• _TASK DESCRIPTION_: Scan the data below and state how many of its lines contain the word "Svevi", giving only the figure.

• _DATA SUPPLIED_:
────

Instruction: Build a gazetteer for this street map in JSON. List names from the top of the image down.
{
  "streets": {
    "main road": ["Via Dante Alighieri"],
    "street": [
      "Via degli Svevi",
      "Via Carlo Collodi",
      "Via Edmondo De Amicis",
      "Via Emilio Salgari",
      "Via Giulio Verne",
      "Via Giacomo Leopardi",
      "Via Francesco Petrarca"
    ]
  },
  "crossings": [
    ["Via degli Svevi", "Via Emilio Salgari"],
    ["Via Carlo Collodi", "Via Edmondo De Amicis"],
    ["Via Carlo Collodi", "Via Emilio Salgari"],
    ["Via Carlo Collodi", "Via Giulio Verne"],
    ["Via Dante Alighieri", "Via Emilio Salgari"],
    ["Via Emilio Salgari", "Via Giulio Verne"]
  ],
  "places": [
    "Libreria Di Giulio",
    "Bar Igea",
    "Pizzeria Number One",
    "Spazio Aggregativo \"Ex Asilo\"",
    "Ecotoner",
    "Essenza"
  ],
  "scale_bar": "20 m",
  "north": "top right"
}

────

• _SOLUTION FOR THIS PROBLEM_: 2